Last year, the firm solidified its number-six slot in global fragrances, with 8.6 percent market share in the prestige scent category.

“I think we have passed that niche size,” said Puig, who explained taking the firm public is not on the horizon today.

“From a financial point of view, the company is in a very solid position. Any projects that we want to initiate can be financed with our own internal resources and those we generate,” he said. In the future, however, Puig could be willing to consider a public offering if it was being prepared for another generation or considering an ambitious project, for instance. “We’re not saying categorically we will never look at this.”

Puig said there’s never been thought of selling the company, as the mandate of the family’s third generation was to take the baton from the prior generation, grow the business and pass it to the fourth, whose members, it has been decided, are to be trained as shareholders. Currently, there are no plans that the next generation will be in management.

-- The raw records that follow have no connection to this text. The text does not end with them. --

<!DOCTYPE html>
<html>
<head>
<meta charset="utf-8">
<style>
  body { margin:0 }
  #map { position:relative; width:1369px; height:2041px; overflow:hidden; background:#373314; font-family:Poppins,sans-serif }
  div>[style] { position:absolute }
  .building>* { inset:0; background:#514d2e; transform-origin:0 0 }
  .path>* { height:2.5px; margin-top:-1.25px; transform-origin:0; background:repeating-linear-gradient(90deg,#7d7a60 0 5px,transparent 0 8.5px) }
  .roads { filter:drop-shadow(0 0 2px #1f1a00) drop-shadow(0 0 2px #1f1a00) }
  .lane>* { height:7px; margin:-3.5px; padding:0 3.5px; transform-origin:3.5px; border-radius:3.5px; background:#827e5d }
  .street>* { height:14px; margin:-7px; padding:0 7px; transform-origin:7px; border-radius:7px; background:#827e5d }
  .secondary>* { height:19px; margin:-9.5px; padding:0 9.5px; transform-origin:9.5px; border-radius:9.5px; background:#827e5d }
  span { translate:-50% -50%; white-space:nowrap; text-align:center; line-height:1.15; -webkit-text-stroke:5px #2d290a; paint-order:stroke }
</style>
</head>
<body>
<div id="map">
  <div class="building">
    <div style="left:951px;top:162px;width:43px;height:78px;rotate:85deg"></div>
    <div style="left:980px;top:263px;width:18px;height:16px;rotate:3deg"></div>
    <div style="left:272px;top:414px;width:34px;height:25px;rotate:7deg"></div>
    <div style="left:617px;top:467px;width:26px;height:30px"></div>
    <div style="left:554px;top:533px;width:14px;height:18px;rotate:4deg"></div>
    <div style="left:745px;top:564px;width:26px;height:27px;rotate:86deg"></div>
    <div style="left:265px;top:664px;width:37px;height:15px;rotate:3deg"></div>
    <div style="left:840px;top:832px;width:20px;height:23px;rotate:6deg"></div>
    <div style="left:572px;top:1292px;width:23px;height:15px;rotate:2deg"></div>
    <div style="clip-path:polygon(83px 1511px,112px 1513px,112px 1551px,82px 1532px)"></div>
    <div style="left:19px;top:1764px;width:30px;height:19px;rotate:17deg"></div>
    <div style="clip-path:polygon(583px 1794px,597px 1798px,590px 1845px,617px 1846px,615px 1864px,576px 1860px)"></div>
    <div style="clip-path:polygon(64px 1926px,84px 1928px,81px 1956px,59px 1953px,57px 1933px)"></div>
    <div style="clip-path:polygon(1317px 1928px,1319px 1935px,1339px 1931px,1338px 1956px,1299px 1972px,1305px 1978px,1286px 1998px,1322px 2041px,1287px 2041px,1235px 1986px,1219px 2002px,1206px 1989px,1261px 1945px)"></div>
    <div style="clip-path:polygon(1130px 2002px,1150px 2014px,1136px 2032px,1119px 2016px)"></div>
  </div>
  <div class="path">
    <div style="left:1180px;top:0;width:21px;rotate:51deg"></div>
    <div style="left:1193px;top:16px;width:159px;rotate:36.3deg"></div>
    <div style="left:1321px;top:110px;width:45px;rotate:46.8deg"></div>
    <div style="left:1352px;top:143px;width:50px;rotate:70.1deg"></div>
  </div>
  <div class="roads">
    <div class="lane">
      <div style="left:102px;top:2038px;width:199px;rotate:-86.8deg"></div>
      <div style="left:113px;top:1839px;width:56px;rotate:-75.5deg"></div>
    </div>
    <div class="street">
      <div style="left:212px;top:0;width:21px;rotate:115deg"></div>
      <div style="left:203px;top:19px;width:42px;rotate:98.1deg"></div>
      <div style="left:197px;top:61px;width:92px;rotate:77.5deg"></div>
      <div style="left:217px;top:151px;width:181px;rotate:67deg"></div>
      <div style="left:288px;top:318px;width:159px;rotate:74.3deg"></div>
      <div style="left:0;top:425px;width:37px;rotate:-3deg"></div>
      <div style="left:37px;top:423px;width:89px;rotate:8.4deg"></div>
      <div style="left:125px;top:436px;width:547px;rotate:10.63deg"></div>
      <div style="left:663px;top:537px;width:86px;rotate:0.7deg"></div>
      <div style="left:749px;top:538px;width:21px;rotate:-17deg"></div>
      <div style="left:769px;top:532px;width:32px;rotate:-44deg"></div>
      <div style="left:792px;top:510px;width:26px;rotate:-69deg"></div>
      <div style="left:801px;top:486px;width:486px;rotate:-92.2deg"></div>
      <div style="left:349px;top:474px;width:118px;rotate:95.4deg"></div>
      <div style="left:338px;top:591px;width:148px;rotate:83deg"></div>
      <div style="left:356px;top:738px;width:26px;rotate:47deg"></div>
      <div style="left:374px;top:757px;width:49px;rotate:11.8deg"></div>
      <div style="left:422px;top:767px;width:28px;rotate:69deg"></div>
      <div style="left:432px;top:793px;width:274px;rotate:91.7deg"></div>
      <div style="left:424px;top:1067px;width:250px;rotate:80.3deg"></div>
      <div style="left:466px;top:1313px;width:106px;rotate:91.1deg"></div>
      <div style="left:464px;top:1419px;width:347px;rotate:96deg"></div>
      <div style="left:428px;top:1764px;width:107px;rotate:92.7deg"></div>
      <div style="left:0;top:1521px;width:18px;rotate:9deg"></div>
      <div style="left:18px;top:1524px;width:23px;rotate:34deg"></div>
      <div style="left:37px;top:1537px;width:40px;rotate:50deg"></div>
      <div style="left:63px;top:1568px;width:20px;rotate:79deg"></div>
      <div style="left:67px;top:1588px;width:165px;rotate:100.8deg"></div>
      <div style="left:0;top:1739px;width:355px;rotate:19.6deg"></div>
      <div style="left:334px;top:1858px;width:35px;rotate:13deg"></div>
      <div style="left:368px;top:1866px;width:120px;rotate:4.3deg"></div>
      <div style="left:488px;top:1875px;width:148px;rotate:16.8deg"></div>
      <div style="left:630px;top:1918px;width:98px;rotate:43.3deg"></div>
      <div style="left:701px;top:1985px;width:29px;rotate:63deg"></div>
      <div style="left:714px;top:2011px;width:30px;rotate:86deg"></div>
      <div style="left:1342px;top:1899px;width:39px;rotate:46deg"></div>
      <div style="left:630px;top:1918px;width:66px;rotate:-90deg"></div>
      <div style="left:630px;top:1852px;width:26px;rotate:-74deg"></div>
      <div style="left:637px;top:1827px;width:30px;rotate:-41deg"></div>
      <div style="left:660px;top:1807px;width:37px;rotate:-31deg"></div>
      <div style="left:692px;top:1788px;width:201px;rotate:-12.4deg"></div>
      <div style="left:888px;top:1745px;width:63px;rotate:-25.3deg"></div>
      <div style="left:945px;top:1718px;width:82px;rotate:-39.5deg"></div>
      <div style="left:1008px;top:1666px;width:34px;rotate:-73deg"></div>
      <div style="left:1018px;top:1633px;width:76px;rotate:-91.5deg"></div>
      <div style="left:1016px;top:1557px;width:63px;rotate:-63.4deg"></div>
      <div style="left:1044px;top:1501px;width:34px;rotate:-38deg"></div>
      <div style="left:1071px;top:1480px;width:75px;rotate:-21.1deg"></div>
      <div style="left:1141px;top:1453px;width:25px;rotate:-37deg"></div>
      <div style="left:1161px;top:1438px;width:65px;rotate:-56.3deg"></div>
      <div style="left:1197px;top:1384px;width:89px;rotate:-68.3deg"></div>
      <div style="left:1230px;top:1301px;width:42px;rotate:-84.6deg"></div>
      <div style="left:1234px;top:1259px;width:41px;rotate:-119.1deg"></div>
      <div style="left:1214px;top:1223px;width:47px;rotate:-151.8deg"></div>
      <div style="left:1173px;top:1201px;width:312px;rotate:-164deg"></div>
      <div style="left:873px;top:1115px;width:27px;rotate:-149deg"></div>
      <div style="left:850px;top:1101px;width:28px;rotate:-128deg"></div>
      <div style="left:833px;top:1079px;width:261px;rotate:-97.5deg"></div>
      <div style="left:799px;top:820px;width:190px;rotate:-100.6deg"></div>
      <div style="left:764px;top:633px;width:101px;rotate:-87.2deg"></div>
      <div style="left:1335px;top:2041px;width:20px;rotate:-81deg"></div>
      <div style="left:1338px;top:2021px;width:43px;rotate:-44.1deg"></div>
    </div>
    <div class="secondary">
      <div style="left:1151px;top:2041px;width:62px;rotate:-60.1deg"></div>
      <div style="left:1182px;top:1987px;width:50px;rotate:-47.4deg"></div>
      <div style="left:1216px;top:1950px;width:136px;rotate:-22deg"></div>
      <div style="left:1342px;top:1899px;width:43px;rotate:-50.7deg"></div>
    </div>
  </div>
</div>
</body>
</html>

“Selling the company doesn’t fit with that mandate,” he said.

The main focus this year has been on the company’s 100th anniversary. In April, it inaugurated the Rafael Moneo-designed Puig Tower in Barcelona. The 23-floor building stands 328 feet high and has LEED Gold certification for its energy and environmental design. In fact, Puig has launched a comprehensive program to boost sustainability through 2020, based on five areas: product, sourcing, manufacturing, logistics and employee facilities.

Assouline published a retrospective tome for the centennial, a retrospective film was created, the new corporate Web site went live and there is to be a presentation of a Harvard University case study on Puig.

But once the birthday celebrations finish, it’ll be back to business entirely.

“I believe that we will probably have to again look at certain things differently without changing our course,” said Puig. “I think companies have to reinvent themselves every now and then.”